According to the Masaoka Classification of Thymic Tumors, type B2 thymomas demonstrate macroscopic invasion into the thymic or surrounding tissues, and type B3 shows invasion into nearby organs such as the lung or pericardium [9]. Ultimately, this case demonstrates collaboration between various medical specialties, which is essential when addressing the appropriate therapies for thymic tumors [10].

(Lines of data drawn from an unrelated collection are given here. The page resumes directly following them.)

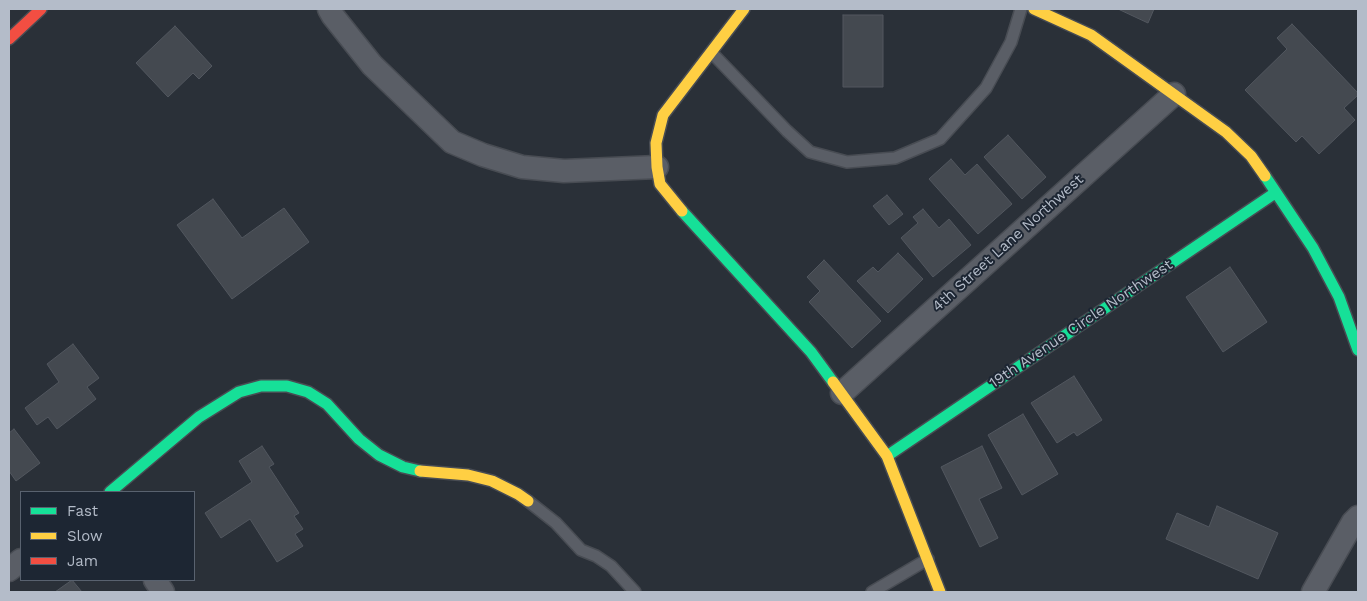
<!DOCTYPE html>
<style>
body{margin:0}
#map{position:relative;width:1367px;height:601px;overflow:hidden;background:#2a3038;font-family:"Work Sans",sans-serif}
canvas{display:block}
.frame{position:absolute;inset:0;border:10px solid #b4bcc9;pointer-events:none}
.legend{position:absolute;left:20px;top:491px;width:175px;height:90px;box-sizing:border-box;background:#1d2633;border:1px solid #59626f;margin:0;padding:6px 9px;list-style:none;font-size:15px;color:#b4bcc9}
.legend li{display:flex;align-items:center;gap:10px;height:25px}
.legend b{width:25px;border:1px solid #59626f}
</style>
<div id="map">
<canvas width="1367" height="601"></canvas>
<div class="frame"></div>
<ul class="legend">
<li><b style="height:6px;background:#16e098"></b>Fast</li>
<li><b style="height:6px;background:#ffcf43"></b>Slow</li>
<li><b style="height:6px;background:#f24e42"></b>Jam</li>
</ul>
</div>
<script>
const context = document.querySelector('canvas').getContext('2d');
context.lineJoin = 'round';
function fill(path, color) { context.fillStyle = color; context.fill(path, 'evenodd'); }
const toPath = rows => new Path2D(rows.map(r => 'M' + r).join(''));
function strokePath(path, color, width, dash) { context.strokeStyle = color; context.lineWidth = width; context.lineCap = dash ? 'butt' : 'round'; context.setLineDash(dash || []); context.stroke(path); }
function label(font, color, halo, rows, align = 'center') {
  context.font = font + ' "Work Sans",sans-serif'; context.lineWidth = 4; context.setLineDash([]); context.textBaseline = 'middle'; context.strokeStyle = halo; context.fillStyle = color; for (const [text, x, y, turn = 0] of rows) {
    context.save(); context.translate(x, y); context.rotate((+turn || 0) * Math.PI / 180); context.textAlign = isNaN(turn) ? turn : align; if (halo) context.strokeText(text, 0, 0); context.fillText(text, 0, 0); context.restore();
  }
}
const building = toPath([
 [1118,9,1154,9,1148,23,1118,9],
 [843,15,883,15,883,87,843,87,843,15],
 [1292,24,1358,93,1358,95,1344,108,1355,120,1319,154,1302,136,1296,142,1245,90,1287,49,1277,38,1292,24],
 [175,26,212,66,199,79,193,73,168,97,136,63,175,26],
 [1008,135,1046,177,1022,199,984,157,1008,135],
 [951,159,965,175,977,164,1012,204,978,234,929,179,951,159],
 [887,195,903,214,889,225,873,206,887,195],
 [213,199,242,238,284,208,309,242,232,299,177,225,213,199],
 [923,209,939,228,949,219,971,245,933,277,901,238,918,223,913,217,923,209],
 [898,253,923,279,888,313,857,281,873,267,878,272,898,253],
 [824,260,881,321,852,348,809,302,820,291,807,277,824,260],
 [1230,267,1267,322,1223,352,1186,297,1230,267],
 [73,344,99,378,87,387,96,399,57,429,48,417,37,425,25,408,59,382,47,364,73,344],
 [1074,376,1102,420,1077,436,1074,432,1057,443,1031,403,1074,376],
 [1023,414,1058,474,1022,495,988,435,1023,414],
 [14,429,40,463,16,481,9,471,9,433,14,429],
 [262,446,274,464,269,467,299,513,294,516,303,529,295,534,303,546,277,562,250,519,221,538,205,513,252,482,239,461,262,446],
 [982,446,1002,488,979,499,998,538,980,547,941,467,982,446],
 [1217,506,1278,533,1258,579,1166,539,1177,513,1209,527,1217,506],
 [72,580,82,592,55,592,72,580]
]);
const lane = toPath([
 [712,53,787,131,810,152,847,162,895,158,940,139,986,88,1011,42,1021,9],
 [528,501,556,523,581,550,596,556,611,566,635,592],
 [872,592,928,559]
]);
const street = toPath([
 [329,9,333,16,372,65,452,142,483,155,522,167,564,171,657,167],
 [842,393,1174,94],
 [9,570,21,560],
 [155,580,163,592],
 [1313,592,1353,522,1358,517]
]);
const fast = toPath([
 [1265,176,1313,248,1339,297,1358,350],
 [682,211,811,352,833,382],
 [887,456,1275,193],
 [110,492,199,417,239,392,261,386,287,386,308,392,327,404,359,439,379,455,403,467,420,471]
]);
const slow = toPath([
 [1034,9,1091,35,1226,132,1251,156,1265,176],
 [682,211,660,184,657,167,656,143,663,115,744,9],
 [833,382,887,456,940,592],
 [420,471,468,475,492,481,518,494,528,501]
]);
const jam = toPath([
 [9,39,41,9]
]);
const streetNames = [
 ["4th Street Lane Northwest",1008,243,-42],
 ["19th Avenue Circle Northwest",1081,324,-34]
];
fill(building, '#444950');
strokePath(building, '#52575f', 1);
strokePath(lane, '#484c53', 14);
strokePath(street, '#484c53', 25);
strokePath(fast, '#484c53', 14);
strokePath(slow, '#484c53', 14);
strokePath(jam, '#484c53', 14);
strokePath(lane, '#5a5e66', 11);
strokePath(street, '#5a5e66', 22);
strokePath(fast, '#16e098', 11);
strokePath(slow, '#ffcf43', 11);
strokePath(jam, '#f24e42', 11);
label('15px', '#b4bcc9', '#1d2633', streetNames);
</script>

This case warrants discussion of tumor size in thymoma cases, especially since it is considered a critical prognostic factor [11]. Although video-assisted thoracoscopic surgery (VATS) has become more common for surgical resection than a median sternotomy, there still remains ambiguity in terms of limitations and indications for minimally invasive approaches. In addition, there has been controversy regarding whether tumor volume is more valuable than tumor size when deciding the surgical approach [11]. Previous studies have demonstrated a link between tumor diameters exceeding 5 cm and increased risk for thymoma recurrence after VATS [12], as well as tumor volume being more useful than tumor size with regards to choosing between VATS and a median sternotomy [11]. However, there still remains lacking of literature regarding these topics and should be further explored in future studies. Results from these investigations can potentially advance guidelines for surgical treatment of thymomas.